So what can be nailed down?  Let's see...

You are a limited resource.  I think we can nail this down...can't we?  Or do you want to argue that you are an unlimited resource?  Perhaps you can be in two places at the exact same time?

If you happen to agree that we can, indeed, nail down the fact that you are a limited resource...then what else can we nail down?  Can we nail you down?  If not, then why not?  My guess is that perhaps...maybe...you perceive that it would be a waste of you, a limited resource, to be nailed to...say...a cross.
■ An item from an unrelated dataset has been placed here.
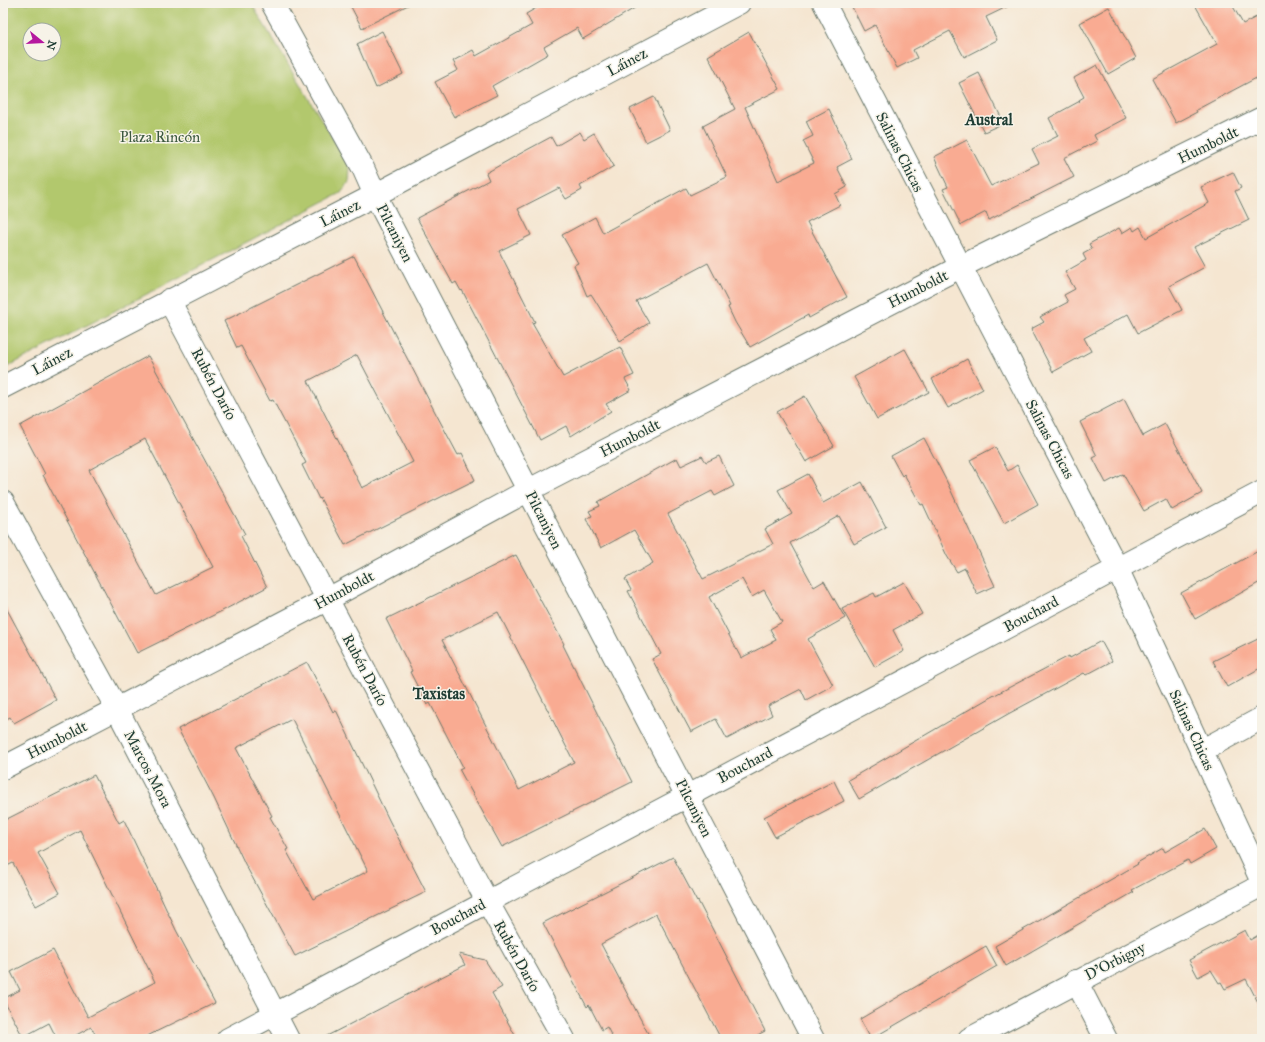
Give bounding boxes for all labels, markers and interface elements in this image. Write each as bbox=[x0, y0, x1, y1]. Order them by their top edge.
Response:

But...but...we'd have to employ somebody to nail you to a cross.  That's a good thing right?   And, before you could be nailed to a cross, we'd have to have a cross in the first place.  This means that we'd need to hire somebody to cut down a tree, and then we'd have to hire somebody else to build the cross.  Plus...I think we'd need a hole to stick the cross into...so we'd also have to hire somebody to dig the hole.  How many people is that?  At least four?  This is quite a labor intensive endeavor!  Nailing you to a cross would, therefore, stimulate the economy.

Hmmm...do we really need to nail you to the cross though?  Maybe we could nail a frog to the cross instead?  We'd still have to hire at least four people.  Except, I don't think we'd be able to charge as much for admission.  Unless the frog was a prince.  A tiny prince frog nailed to a giant cross.

Not sure if people would believe us though that the frog was a prince.  But do we really care whether people are willing to pay to see a tiny frog nailed to a giant cross?  Not really right?  The economy isn't about using resources to create value for consumers.  The economy is about using resources to stimulate the economy.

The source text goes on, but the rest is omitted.